Sonrió, y el esfuerzo volvió a abrir las
grietas que el frío había dibujado en su cara. Le gustaría ver en aquel sótano
a alguno de los expertos que decían que el cerebro discriminaba los ruidos más
comunes y los llevaba a un segundo plano, allí donde no llamaban la atención.
Sí. Tendrían que haber pasado una temporada con él, allí abajo, rodeado de
monstruos. A ver qué pensaban entonces de los ruidos.

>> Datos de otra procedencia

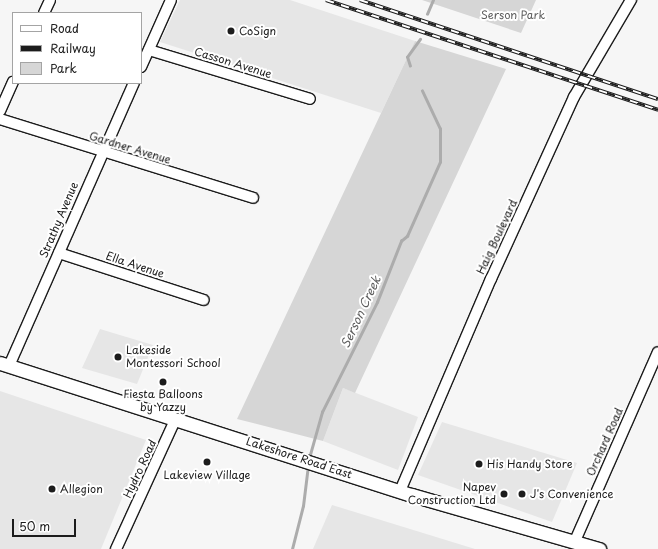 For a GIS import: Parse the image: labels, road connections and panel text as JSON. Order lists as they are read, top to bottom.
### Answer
{
  "streets": {
    "main road": ["Lakeshore Road East"],
    "street": [
      "Casson Avenue",
      "Gardner Avenue",
      "Strathy Avenue",
      "Haig Boulevard",
      "Ella Avenue",
      "Orchard Road",
      "Hydro Road"
    ]
  },
  "crossings": [
    ["Gardner Avenue", "Strathy Avenue"],
    ["Strathy Avenue", "Ella Avenue"],
    ["Strathy Avenue", "Lakeshore Road East"],
    ["Haig Boulevard", "Lakeshore Road East"],
    ["Orchard Road", "Lakeshore Road East"],
    ["Lakeshore Road East", "Hydro Road"]
  ],
  "water": ["Serson Creek"],
  "parks": ["Serson Park"],
  "places": [
    "CoSign",
    "Lakeside Montessori School",
    "Fiesta Balloons by Yazzy",
    "Lakeview Village",
    "His Handy Store",
    "Allegion",
    "Napev Construction Ltd",
    "J's Convenience"
  ],
  "legend": ["Road", "Railway", "Park"],
  "scale_bar": "50 m"
} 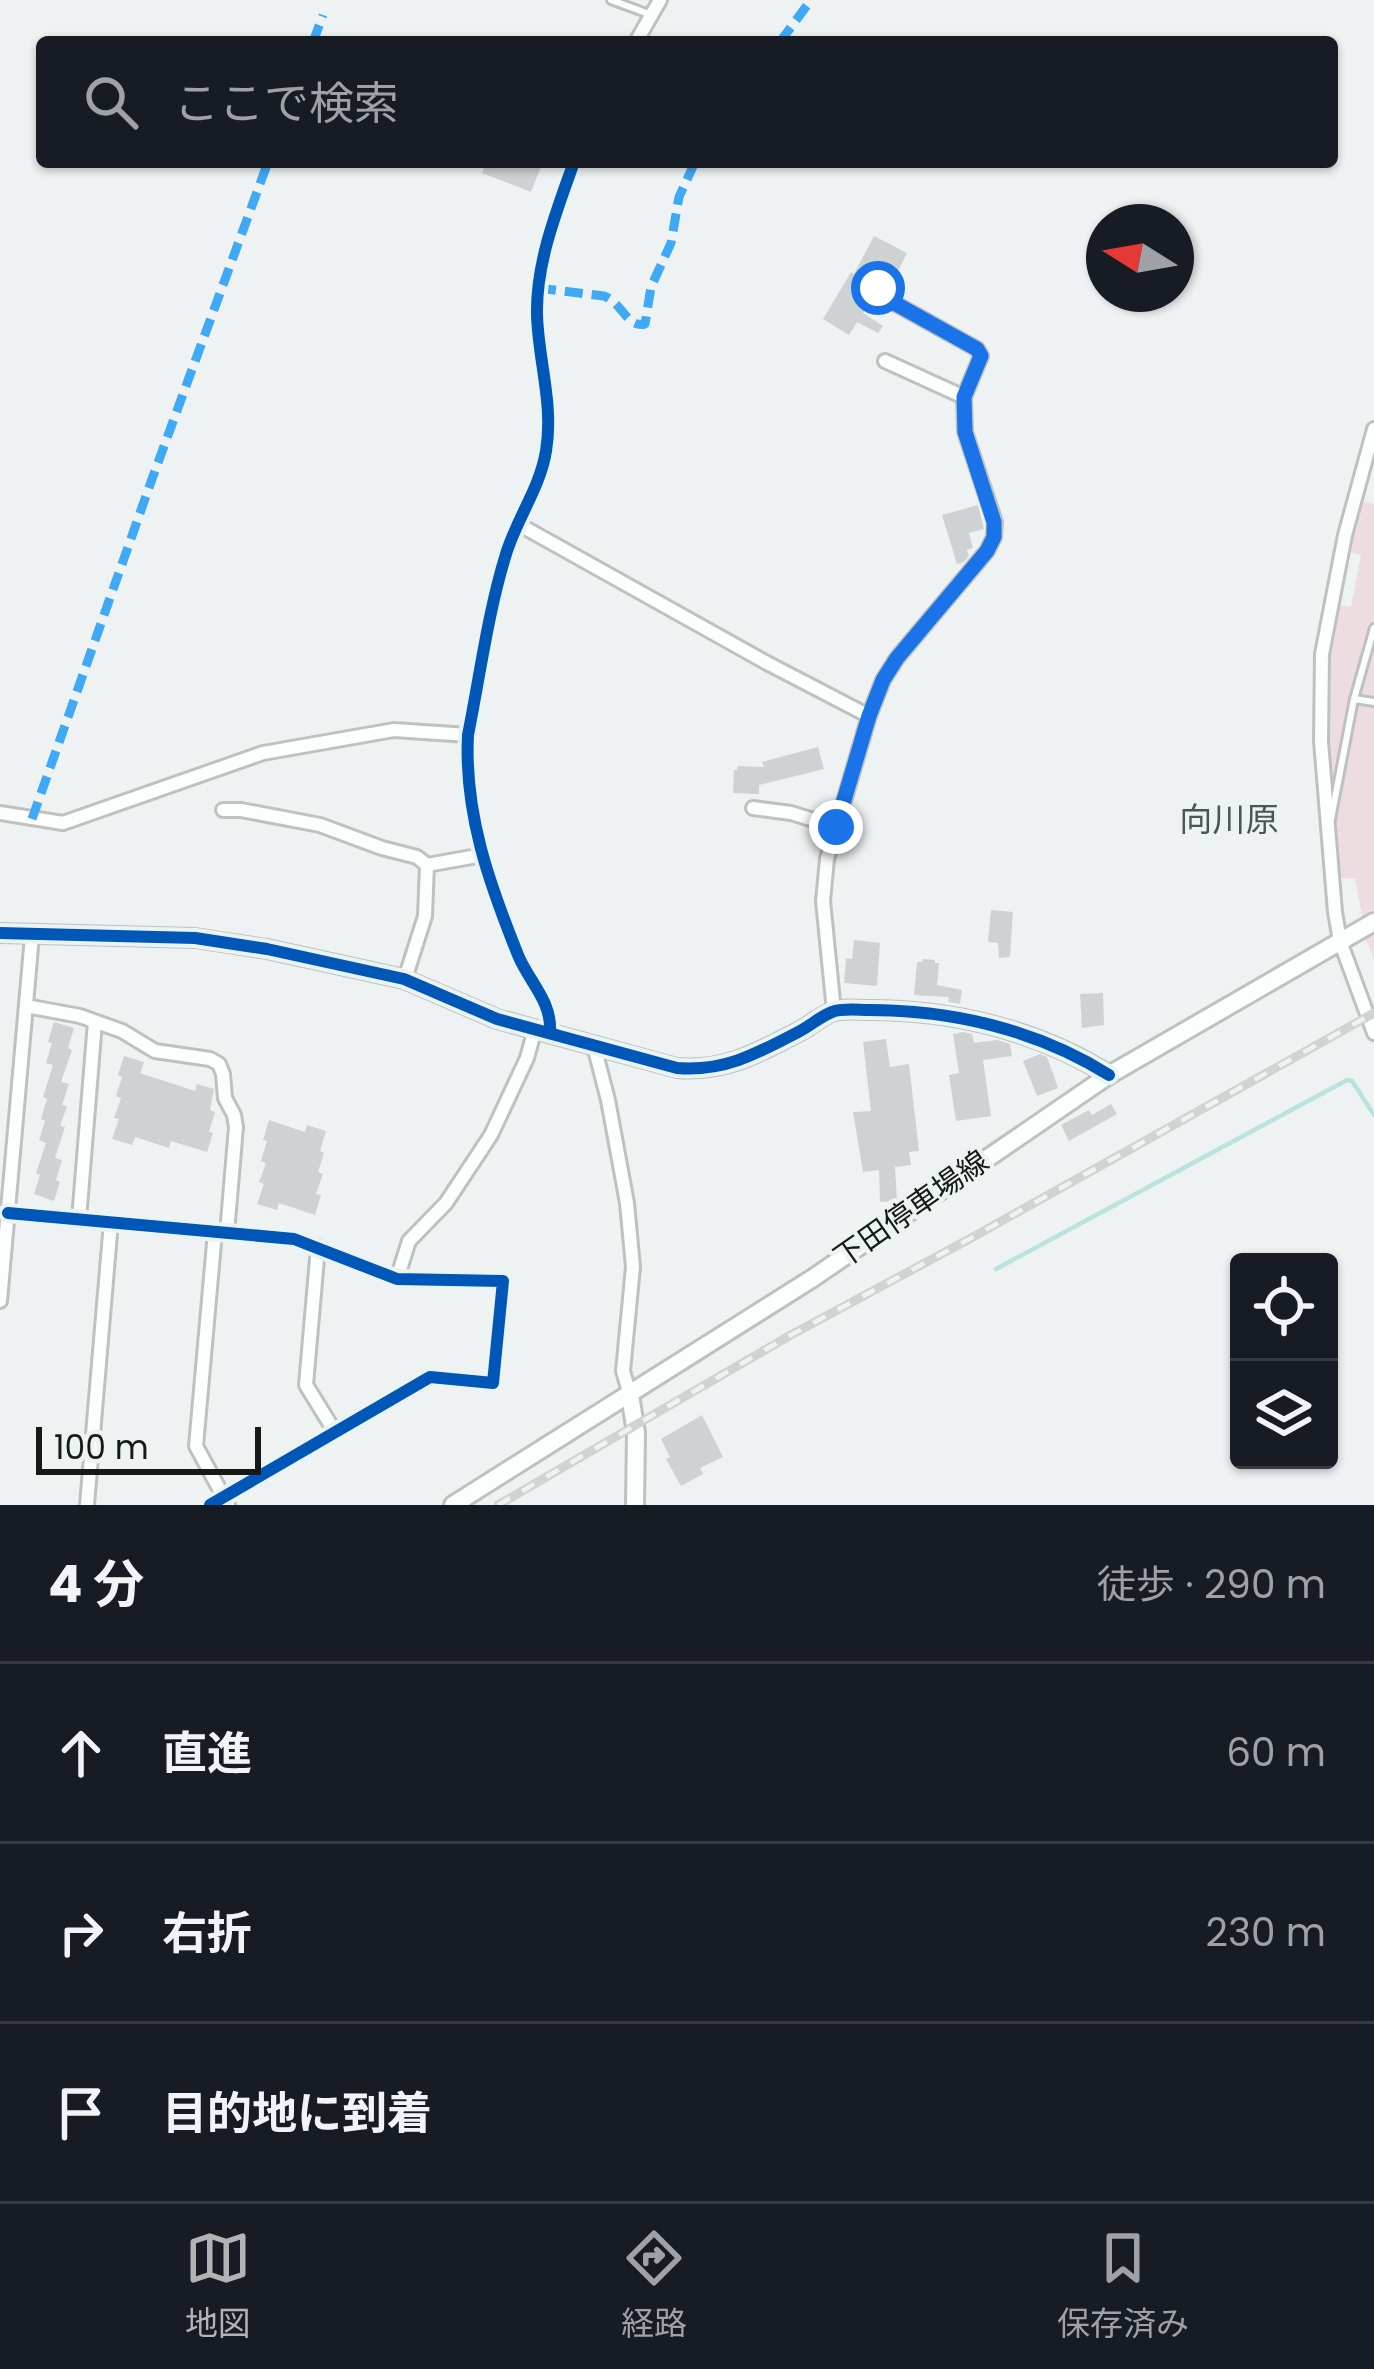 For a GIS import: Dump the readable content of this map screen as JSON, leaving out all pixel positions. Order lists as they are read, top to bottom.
{
  "streets": {
    "street": ["下田停車場線"]
  },
  "districts": ["向川原"],
  "scale_bar": "100 m",
  "north": "left",
  "page": {
    "search": "ここで検索",
    "scale": "100 m",
    "heading": ["4 分", "徒歩 · 290 m"],
    "list": [
      ["直進", "60 m"],
      ["右折", "230 m"],
      "目的地に到着"
    ],
    "nav": ["地図", "経路", "保存済み"]
  }
}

Ya habían pasado cuatro semanas desde que
se había quedado encerrado en el sótano, atrapado entre paredes de piedra. En
aquella situación era muy difícil resistirse al abandono y tenía que obligarse
cada vez más a menudo a recitar algún salmo para fortalecer el espíritu y no
olvidar quién era.
Pero recordar dolía.
Como cuando vio la fotografía.
***
Eso sucedió a las pocas horas de quedarse
allí atrapado, cuando el suministro eléctrico falló y apagó la única bombilla
del sótano. Afortunadamente, el apagón lo sorprendió rezando ante un
improvisado altar que había iluminado con un par de cirios, y gracias a eso no
se había quedado completamente a oscuras. Al principio pensó que podría
tratarse de un problema de la bombilla, así que, después de comprobarla a la
luz de las velas y ver que el filamento estaba bien, volvió a enroscarla en el
portalámparas y esperó. Pero la luz no volvió y un miedo irracional comenzó a
adueñarse de él a medida que pasaba el tiempo. No se trataba de que hubiese más
o menos luz, porque allí abajo se guardaban los repuestos de casi todo, y había
varias cajas con cirios y velas. Lo que en realidad sucedía era que aquel fallo
había socavado su esperanza de que todo se solucionase rápidamente. Hasta ese
momento, siempre había pensado que en cualquier instante oiría de nuevo la voz
de un ser humano. Que la policía, o quién fuese que se encargase de ese tipo de
asuntos, limpiaría las escaleras que conducían al sótano y más pronto que tarde
lo sacarían de allí. Pero si algo tan básico como la corriente eléctrica
fallaba, solo podía significar que las cosas tenían que estar muy mal arriba.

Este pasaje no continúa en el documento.